## Exercise directions:
Would you print all of the entries word for word?

## The data:
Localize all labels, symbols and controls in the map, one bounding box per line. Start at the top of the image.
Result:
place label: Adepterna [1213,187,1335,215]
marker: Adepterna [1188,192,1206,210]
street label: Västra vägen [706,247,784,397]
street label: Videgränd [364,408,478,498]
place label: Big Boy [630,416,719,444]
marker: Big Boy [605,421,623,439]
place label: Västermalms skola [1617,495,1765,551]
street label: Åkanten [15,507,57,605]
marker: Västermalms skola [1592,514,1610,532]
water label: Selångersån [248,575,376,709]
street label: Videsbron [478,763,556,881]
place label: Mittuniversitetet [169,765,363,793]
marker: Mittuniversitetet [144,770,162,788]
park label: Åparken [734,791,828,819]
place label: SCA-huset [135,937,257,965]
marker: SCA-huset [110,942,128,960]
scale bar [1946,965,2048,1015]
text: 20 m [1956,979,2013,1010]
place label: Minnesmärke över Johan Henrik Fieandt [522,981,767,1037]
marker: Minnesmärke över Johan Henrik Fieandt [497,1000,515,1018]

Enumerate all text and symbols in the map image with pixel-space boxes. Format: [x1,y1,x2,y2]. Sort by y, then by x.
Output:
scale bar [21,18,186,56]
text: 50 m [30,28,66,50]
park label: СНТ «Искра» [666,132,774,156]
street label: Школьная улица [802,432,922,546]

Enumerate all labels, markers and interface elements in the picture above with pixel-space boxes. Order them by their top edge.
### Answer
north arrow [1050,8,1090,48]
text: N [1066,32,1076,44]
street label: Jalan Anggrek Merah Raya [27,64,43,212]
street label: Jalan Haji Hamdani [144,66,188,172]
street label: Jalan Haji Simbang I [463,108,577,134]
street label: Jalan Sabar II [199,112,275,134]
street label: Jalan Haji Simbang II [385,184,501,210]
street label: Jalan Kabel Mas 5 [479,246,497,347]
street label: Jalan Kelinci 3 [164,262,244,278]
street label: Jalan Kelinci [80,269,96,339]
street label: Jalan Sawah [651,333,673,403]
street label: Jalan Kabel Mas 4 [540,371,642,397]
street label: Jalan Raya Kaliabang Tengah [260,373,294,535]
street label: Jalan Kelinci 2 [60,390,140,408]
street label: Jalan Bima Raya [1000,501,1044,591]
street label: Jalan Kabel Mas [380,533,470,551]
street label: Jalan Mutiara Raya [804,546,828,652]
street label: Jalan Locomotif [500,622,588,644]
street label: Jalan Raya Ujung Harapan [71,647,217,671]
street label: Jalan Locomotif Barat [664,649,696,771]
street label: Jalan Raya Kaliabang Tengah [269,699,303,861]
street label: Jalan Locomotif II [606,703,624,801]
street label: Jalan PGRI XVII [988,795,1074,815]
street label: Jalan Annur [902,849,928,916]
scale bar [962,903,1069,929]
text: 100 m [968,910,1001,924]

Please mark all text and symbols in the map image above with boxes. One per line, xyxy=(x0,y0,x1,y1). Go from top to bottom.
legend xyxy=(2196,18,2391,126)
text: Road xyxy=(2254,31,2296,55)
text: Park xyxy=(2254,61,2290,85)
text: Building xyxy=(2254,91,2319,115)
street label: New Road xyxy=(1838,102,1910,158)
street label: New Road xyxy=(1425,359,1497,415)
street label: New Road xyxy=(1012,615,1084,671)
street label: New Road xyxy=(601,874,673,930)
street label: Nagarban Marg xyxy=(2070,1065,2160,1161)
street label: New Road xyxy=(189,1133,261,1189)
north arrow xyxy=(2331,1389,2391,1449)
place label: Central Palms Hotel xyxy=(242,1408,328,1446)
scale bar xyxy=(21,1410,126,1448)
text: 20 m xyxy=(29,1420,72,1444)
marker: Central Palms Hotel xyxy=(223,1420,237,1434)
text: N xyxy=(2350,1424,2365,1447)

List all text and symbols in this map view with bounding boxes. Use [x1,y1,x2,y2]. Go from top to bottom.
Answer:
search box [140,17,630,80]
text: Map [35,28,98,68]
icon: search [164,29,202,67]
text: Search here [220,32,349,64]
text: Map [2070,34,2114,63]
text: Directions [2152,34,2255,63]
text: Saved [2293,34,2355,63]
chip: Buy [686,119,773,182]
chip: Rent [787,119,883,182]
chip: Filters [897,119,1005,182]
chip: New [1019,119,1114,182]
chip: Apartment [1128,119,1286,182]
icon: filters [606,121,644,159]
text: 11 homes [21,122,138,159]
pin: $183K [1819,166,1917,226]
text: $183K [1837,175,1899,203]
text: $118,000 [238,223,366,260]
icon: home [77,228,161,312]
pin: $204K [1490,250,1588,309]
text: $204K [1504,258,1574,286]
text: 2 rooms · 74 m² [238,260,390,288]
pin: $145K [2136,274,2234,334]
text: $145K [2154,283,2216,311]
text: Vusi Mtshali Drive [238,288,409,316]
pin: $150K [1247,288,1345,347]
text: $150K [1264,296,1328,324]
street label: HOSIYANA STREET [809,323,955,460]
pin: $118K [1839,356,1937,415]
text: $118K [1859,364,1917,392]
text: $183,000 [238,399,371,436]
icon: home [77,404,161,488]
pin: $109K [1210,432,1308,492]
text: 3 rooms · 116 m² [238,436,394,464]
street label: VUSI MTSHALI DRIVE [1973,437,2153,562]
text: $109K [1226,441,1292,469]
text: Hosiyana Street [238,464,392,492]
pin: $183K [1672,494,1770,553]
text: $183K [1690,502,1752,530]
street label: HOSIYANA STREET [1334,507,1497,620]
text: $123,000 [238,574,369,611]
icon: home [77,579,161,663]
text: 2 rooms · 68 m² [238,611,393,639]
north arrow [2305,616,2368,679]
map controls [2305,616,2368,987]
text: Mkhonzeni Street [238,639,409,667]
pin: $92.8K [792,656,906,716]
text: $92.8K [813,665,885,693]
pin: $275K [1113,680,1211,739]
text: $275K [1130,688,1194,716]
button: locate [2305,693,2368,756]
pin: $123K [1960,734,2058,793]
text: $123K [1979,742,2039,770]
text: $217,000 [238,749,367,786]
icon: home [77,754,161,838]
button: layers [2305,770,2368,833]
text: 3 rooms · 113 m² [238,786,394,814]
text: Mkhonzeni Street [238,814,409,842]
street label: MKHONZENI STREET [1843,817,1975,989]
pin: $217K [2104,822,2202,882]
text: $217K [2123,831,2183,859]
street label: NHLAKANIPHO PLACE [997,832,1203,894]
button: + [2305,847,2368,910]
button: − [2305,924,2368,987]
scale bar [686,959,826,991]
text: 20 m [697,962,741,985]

## Result below:
Localize all labels, symbols and controls in the map, one bounding box per line. Start at the top of the image.
Result:
place label: Adepterna [1213,187,1335,215]
marker: Adepterna [1188,192,1206,210]
street label: Västra vägen [706,247,784,397]
street label: Videgränd [364,408,478,498]
place label: Big Boy [630,416,719,444]
marker: Big Boy [605,421,623,439]
place label: Västermalms skola [1617,495,1765,551]
street label: Åkanten [15,507,57,605]
marker: Västermalms skola [1592,514,1610,532]
water label: Selångersån [248,575,376,709]
street label: Videsbron [478,763,556,881]
place label: Mittuniversitetet [169,765,363,793]
marker: Mittuniversitetet [144,770,162,788]
park label: Åparken [734,791,828,819]
place label: SCA-huset [135,937,257,965]
marker: SCA-huset [110,942,128,960]
scale bar [1946,965,2048,1015]
text: 20 m [1956,979,2013,1010]
place label: Minnesmärke över Johan Henrik Fieandt [522,981,767,1037]
marker: Minnesmärke över Johan Henrik Fieandt [497,1000,515,1018]

Enumerate all text and symbols in the map image with pixel-space boxes. Format: [x1,y1,x2,y2]. Sort by y, then by x.
Output:
scale bar [21,18,186,56]
text: 50 m [30,28,66,50]
park label: СНТ «Искра» [666,132,774,156]
street label: Школьная улица [802,432,922,546]

Enumerate all labels, markers and interface elements in the picture above with pixel-space boxes. Order them by their top edge.
### Answer
north arrow [1050,8,1090,48]
text: N [1066,32,1076,44]
street label: Jalan Anggrek Merah Raya [27,64,43,212]
street label: Jalan Haji Hamdani [144,66,188,172]
street label: Jalan Haji Simbang I [463,108,577,134]
street label: Jalan Sabar II [199,112,275,134]
street label: Jalan Haji Simbang II [385,184,501,210]
street label: Jalan Kabel Mas 5 [479,246,497,347]
street label: Jalan Kelinci 3 [164,262,244,278]
street label: Jalan Kelinci [80,269,96,339]
street label: Jalan Sawah [651,333,673,403]
street label: Jalan Kabel Mas 4 [540,371,642,397]
street label: Jalan Raya Kaliabang Tengah [260,373,294,535]
street label: Jalan Kelinci 2 [60,390,140,408]
street label: Jalan Bima Raya [1000,501,1044,591]
street label: Jalan Kabel Mas [380,533,470,551]
street label: Jalan Mutiara Raya [804,546,828,652]
street label: Jalan Locomotif [500,622,588,644]
street label: Jalan Raya Ujung Harapan [71,647,217,671]
street label: Jalan Locomotif Barat [664,649,696,771]
street label: Jalan Raya Kaliabang Tengah [269,699,303,861]
street label: Jalan Locomotif II [606,703,624,801]
street label: Jalan PGRI XVII [988,795,1074,815]
street label: Jalan Annur [902,849,928,916]
scale bar [962,903,1069,929]
text: 100 m [968,910,1001,924]

Please mark all text and symbols in the map image above with boxes. One per line, xyxy=(x0,y0,x1,y1). Go from top to bottom.
legend xyxy=(2196,18,2391,126)
text: Road xyxy=(2254,31,2296,55)
text: Park xyxy=(2254,61,2290,85)
text: Building xyxy=(2254,91,2319,115)
street label: New Road xyxy=(1838,102,1910,158)
street label: New Road xyxy=(1425,359,1497,415)
street label: New Road xyxy=(1012,615,1084,671)
street label: New Road xyxy=(601,874,673,930)
street label: Nagarban Marg xyxy=(2070,1065,2160,1161)
street label: New Road xyxy=(189,1133,261,1189)
north arrow xyxy=(2331,1389,2391,1449)
place label: Central Palms Hotel xyxy=(242,1408,328,1446)
scale bar xyxy=(21,1410,126,1448)
text: 20 m xyxy=(29,1420,72,1444)
marker: Central Palms Hotel xyxy=(223,1420,237,1434)
text: N xyxy=(2350,1424,2365,1447)

List all text and symbols in this map view with bounding boxes. Use [x1,y1,x2,y2]. Go from top to bottom.
Answer:
search box [140,17,630,80]
text: Map [35,28,98,68]
icon: search [164,29,202,67]
text: Search here [220,32,349,64]
text: Map [2070,34,2114,63]
text: Directions [2152,34,2255,63]
text: Saved [2293,34,2355,63]
chip: Buy [686,119,773,182]
chip: Rent [787,119,883,182]
chip: Filters [897,119,1005,182]
chip: New [1019,119,1114,182]
chip: Apartment [1128,119,1286,182]
icon: filters [606,121,644,159]
text: 11 homes [21,122,138,159]
pin: $183K [1819,166,1917,226]
text: $183K [1837,175,1899,203]
text: $118,000 [238,223,366,260]
icon: home [77,228,161,312]
pin: $204K [1490,250,1588,309]
text: $204K [1504,258,1574,286]
text: 2 rooms · 74 m² [238,260,390,288]
pin: $145K [2136,274,2234,334]
text: $145K [2154,283,2216,311]
text: Vusi Mtshali Drive [238,288,409,316]
pin: $150K [1247,288,1345,347]
text: $150K [1264,296,1328,324]
street label: HOSIYANA STREET [809,323,955,460]
pin: $118K [1839,356,1937,415]
text: $118K [1859,364,1917,392]
text: $183,000 [238,399,371,436]
icon: home [77,404,161,488]
pin: $109K [1210,432,1308,492]
text: 3 rooms · 116 m² [238,436,394,464]
street label: VUSI MTSHALI DRIVE [1973,437,2153,562]
text: $109K [1226,441,1292,469]
text: Hosiyana Street [238,464,392,492]
pin: $183K [1672,494,1770,553]
text: $183K [1690,502,1752,530]
street label: HOSIYANA STREET [1334,507,1497,620]
text: $123,000 [238,574,369,611]
icon: home [77,579,161,663]
text: 2 rooms · 68 m² [238,611,393,639]
north arrow [2305,616,2368,679]
map controls [2305,616,2368,987]
text: Mkhonzeni Street [238,639,409,667]
pin: $92.8K [792,656,906,716]
text: $92.8K [813,665,885,693]
pin: $275K [1113,680,1211,739]
text: $275K [1130,688,1194,716]
button: locate [2305,693,2368,756]
pin: $123K [1960,734,2058,793]
text: $123K [1979,742,2039,770]
text: $217,000 [238,749,367,786]
icon: home [77,754,161,838]
button: layers [2305,770,2368,833]
text: 3 rooms · 113 m² [238,786,394,814]
text: Mkhonzeni Street [238,814,409,842]
street label: MKHONZENI STREET [1843,817,1975,989]
pin: $217K [2104,822,2202,882]
text: $217K [2123,831,2183,859]
street label: NHLAKANIPHO PLACE [997,832,1203,894]
button: + [2305,847,2368,910]
button: − [2305,924,2368,987]
scale bar [686,959,826,991]
text: 20 m [697,962,741,985]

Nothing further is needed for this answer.